[Items from a data source]
□ □ □ □

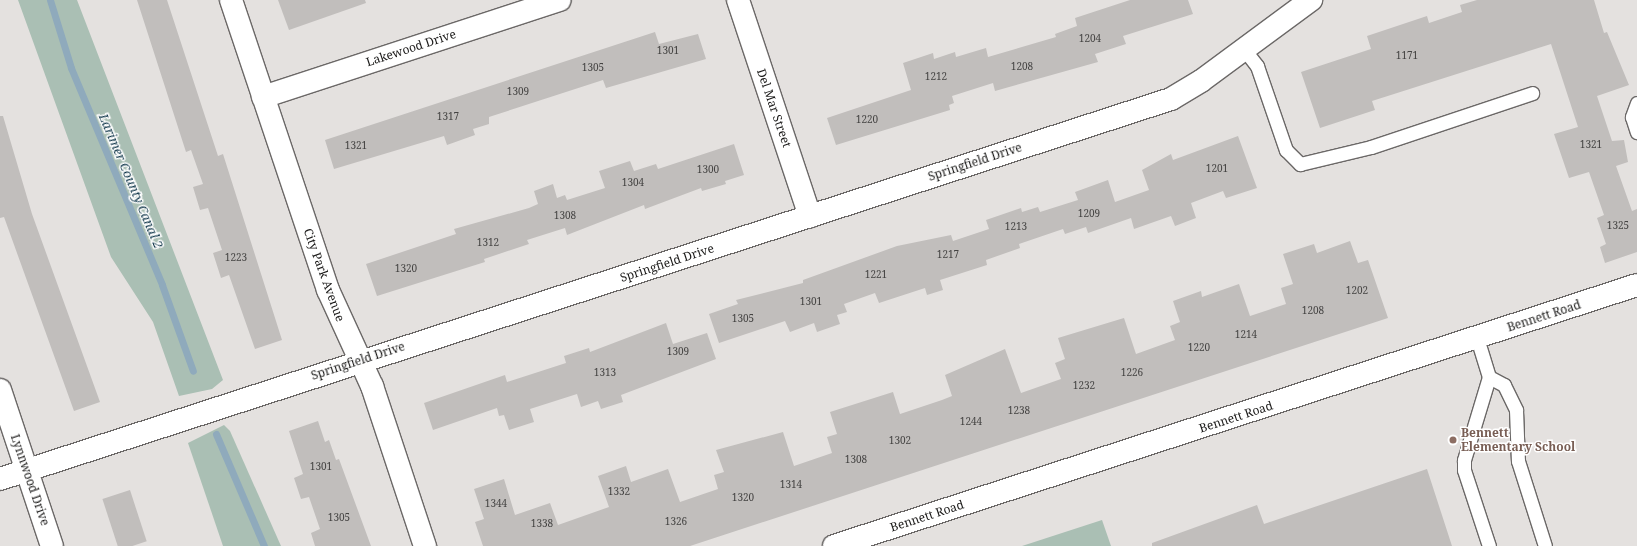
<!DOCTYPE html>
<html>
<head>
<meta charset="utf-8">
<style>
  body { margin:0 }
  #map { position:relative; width:1637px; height:546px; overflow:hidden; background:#e4e1df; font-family:"Noto Serif",serif }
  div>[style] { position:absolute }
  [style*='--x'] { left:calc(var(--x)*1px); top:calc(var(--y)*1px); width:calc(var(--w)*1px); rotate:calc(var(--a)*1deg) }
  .green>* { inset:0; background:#aabfb4 }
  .stream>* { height:7px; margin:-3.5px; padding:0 3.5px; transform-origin:3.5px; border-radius:3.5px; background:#8faabc }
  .building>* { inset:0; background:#c1bebc; transform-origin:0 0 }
  .roads { filter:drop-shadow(1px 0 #6b6867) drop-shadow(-1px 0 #6b6867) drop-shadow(0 1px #6b6867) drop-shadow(0 -1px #6b6867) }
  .service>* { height:13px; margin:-6.5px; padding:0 6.5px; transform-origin:6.5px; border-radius:6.5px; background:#fff }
  .minor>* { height:22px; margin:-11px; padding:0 11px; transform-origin:11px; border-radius:11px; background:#fff }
  .dots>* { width:11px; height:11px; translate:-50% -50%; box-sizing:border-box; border:2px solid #fff; border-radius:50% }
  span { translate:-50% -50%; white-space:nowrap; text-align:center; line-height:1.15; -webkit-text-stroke:3px #fff; paint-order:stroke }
  .number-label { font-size:10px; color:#444342 }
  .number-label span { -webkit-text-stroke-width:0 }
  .street-label { font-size:12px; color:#1b1a19 }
  .education-label { font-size:12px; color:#785e54; font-weight:700 }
  .left { translate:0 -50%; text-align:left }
  .water-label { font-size:13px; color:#072f43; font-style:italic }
</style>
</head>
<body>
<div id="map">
  <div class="green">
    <i style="clip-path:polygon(18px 0,77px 0,223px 380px,212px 389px,179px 396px,153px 322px,111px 257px)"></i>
    <i style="clip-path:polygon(224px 425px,230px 431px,281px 546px,223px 546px,188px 443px)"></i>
    <i style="clip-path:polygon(1102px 520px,1111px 546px,1022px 546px)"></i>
  </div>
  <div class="stream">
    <i style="--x:50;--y:0;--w:71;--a:72.8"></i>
    <i style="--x:71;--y:68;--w:235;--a:67.2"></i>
    <i style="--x:162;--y:285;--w:91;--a:70.2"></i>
    <i style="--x:216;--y:434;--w:122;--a:66.8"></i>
  </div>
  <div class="building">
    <i style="clip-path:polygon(137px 0,167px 0,218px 156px,223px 154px,282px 340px,255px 349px,229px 275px,221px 278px,213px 253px,222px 250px,208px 208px,200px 210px,193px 187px,203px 184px,191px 150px,186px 152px)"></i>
    <i style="clip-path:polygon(278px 0,365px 0,366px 3px,289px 30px)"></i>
    <i style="clip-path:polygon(1130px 0,1188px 0,1193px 14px,1123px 36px,1126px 44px,1095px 54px,1098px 62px,995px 91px,993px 83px,952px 96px,954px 103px,949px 105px,950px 110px,836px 145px,827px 118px,911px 90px,903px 63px,933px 53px,934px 59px,955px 52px,956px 57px,986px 48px,988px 57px,1056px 37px,1055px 34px,1077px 26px,1075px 18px)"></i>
    <i style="clip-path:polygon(1477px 0,1594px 0,1604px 33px,1607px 32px,1629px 85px,1597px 96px,1612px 141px,1624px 140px,1628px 162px,1616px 166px,1632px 211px,1637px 209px,1637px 252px,1605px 263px,1600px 247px,1606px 244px,1597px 218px,1604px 215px,1589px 172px,1569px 178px,1554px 134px,1578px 127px,1551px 44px,1372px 101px,1375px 110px,1320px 128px,1301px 72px,1371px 49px,1367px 36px,1427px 16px,1429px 23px,1462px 12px,1460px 5px)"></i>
    <i style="clip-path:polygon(655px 32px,659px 44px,698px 34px,706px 59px,606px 88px,603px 80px,489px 117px,489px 124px,473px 129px,475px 135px,447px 145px,444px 136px,334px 169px,325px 140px)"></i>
    <i style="clip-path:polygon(0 116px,3px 116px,32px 214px,100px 402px,74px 411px,4px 217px,0 218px)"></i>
    <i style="clip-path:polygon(1238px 136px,1257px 188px,1226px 198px,1223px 191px,1191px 203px,1196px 218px,1175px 226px,1171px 216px,1134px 229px,1131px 218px,1088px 233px,1086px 227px,1065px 234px,1063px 229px,1019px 244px,1020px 248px,986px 260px,987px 265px,940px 280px,943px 290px,927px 295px,925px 288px,879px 303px,875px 293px,844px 304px,847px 312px,837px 315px,840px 324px,817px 332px,814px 323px,790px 332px,785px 321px,719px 343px,709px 314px,738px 304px,736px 300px,803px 283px,803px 280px,897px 246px,951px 235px,953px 241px,989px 229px,986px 220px,1021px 208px,1022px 212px,1038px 207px,1040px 212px,1078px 200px,1075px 192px,1108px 180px,1115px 202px,1149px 190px,1142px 170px,1171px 154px,1173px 160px)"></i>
    <i style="clip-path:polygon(734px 144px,744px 175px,725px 181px,726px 184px,702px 191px,701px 188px,645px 209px,644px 205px,567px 235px,565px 228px,527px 240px,529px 244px,484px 259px,485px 262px,377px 296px,366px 264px,456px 234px,454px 229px,529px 208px,538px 204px,534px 191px,553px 184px,557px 198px,565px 195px,567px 200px,605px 188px,599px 171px,630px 161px,634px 171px,656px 164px,658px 169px)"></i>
    <i style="clip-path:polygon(1350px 241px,1358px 263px,1368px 260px,1388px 318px,690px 546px,483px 546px,475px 522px,484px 519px,474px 489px,504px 479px,515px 515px,550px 503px,558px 525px,609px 507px,598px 476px,626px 466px,631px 482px,668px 469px,680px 502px,718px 489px,714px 475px,724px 472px,716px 450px,783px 432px,794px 466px,832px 453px,827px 437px,837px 434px,830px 412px,893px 392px,900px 414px,942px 400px,952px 396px,945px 375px,1005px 349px,1021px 393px,1061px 379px,1055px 363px,1065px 359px,1058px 338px,1124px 318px,1136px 354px,1175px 340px,1170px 326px,1180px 322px,1173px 301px,1201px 291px,1202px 297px,1239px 284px,1250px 316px,1286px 304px,1281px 288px,1293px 284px,1283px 254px,1314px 244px,1317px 253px)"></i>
    <i style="clip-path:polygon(666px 323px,673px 344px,707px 333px,716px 359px,621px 395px,623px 402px,601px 409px,598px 401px,581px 407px,577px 394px,530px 409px,534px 422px,509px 430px,504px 415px,499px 416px,497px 408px,433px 430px,424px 403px,505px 375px,507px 382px,566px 363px,564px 356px,589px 348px,590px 352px)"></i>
    <i style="clip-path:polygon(318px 421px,325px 442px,329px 440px,336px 460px,339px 459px,371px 546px,315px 546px,311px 533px,320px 529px,309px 497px,301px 499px,294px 478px,303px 474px,289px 431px)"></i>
    <i style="clip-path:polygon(1427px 469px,1452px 546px,1152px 546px,1152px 543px,1257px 505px,1264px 524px)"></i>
    <i style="left:130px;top:490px;width:54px;height:29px;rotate:72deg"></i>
  </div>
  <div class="roads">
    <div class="service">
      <i style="--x:1243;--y:48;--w:23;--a:52"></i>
      <i style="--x:1257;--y:66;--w:89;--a:71"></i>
      <i style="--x:1286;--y:150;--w:20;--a:45"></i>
      <i style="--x:1300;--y:164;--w:73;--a:-13.5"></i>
      <i style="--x:1371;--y:147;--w:170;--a:-18.5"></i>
      <i style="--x:1637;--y:103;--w:15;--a:110"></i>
      <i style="--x:1632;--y:117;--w:16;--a:72"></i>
      <i style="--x:1477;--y:338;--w:41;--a:72.9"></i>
      <i style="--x:1489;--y:377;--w:87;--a:106.8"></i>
      <i style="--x:1464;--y:460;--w:10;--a:90"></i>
      <i style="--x:1464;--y:470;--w:80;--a:71.8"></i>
      <i style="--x:1489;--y:377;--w:17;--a:28"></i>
      <i style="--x:1504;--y:385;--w:28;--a:64"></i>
      <i style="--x:1516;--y:410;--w:51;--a:87.8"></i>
      <i style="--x:1518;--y:461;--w:89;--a:72.4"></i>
    </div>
    <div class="minor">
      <i style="--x:231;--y:0;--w:306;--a:71.5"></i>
      <i style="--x:328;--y:290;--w:106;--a:65.4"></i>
      <i style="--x:372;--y:386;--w:169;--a:71.7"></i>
      <i style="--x:738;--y:0;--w:228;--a:71.6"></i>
      <i style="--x:263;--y:97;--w:312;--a:-18.1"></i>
      <i style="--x:0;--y:390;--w:164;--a:71.6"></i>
      <i style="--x:0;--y:479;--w:1231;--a:-17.98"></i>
      <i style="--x:1171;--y:99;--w:35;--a:-31"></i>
      <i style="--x:1201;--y:81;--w:137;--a:-36.4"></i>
      <i style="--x:834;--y:546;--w:844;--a:-18.01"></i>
    </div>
  </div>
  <div class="dots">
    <i style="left:1453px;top:440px;background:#8d6e63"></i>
  </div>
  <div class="number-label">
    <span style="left:1090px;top:39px">1204</span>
    <span style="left:668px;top:51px">1301</span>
    <span style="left:1407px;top:56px">1171</span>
    <span style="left:1022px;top:67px">1208</span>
    <span style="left:593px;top:68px">1305</span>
    <span style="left:936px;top:77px">1212</span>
    <span style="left:518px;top:92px">1309</span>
    <span style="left:448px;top:117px">1317</span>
    <span style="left:867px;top:120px">1220</span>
    <span style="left:1591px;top:145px">1321</span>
    <span style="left:356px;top:146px">1321</span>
    <span style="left:1217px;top:169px">1201</span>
    <span style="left:708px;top:170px">1300</span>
    <span style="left:633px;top:183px">1304</span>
    <span style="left:1089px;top:214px">1209</span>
    <span style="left:565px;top:216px">1308</span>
    <span style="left:1618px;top:226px">1325</span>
    <span style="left:1016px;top:227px">1213</span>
    <span style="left:488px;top:243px">1312</span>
    <span style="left:948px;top:255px">1217</span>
    <span style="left:236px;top:258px">1223</span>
    <span style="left:406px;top:269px">1320</span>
    <span style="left:876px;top:275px">1221</span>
    <span style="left:1357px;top:291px">1202</span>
    <span style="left:811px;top:302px">1301</span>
    <span style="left:1313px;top:311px">1208</span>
    <span style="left:743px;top:319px">1305</span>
    <span style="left:1246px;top:335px">1214</span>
    <span style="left:1199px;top:348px">1220</span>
    <span style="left:678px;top:352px">1309</span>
    <span style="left:605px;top:373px">1313</span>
    <span style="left:1132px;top:373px">1226</span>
    <span style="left:1084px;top:386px">1232</span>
    <span style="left:1019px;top:411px">1238</span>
    <span style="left:971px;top:422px">1244</span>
    <span style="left:900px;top:441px">1302</span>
    <span style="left:856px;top:460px">1308</span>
    <span style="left:321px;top:467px">1301</span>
    <span style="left:791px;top:485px">1314</span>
    <span style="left:619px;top:492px">1332</span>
    <span style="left:743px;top:498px">1320</span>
    <span style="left:496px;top:504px">1344</span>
    <span style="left:339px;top:518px">1305</span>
    <span style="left:676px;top:522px">1326</span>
    <span style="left:542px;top:524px">1338</span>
  </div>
  <div class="street-label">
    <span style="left:411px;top:48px;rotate:-18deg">Lakewood Drive</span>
    <span style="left:774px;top:108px;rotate:71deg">Del Mar Street</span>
    <span style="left:975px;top:162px;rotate:-18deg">Springfield Drive</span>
    <span style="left:667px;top:263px;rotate:-18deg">Springfield Drive</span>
    <span style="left:324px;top:275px;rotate:70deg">City Park Avenue</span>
    <span style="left:1544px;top:316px;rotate:-18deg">Bennett Road</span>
    <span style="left:358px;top:361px;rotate:-18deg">Springfield Drive</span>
    <span style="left:1236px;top:417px;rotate:-18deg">Bennett Road</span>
    <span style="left:30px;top:480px;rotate:71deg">Lynnwood Drive</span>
    <span style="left:927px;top:516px;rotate:-18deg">Bennett Road</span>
  </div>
  <div class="education-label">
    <span class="left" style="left:1461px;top:440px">Bennett<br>Elementary School</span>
  </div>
  <div class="water-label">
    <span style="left:131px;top:181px;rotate:67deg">Larimer County Canal 2</span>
  </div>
</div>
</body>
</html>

□ □ □ □

> **Your assignment**
Copy each line in the entries above where "stream" turns up.

> **Expected answer**
  .stream>* { height:7px; margin:-3.5px; padding:0 3.5px; transform-origin:3.5px; border-radius:3.5px; background:#8faabc }
  <div class="stream">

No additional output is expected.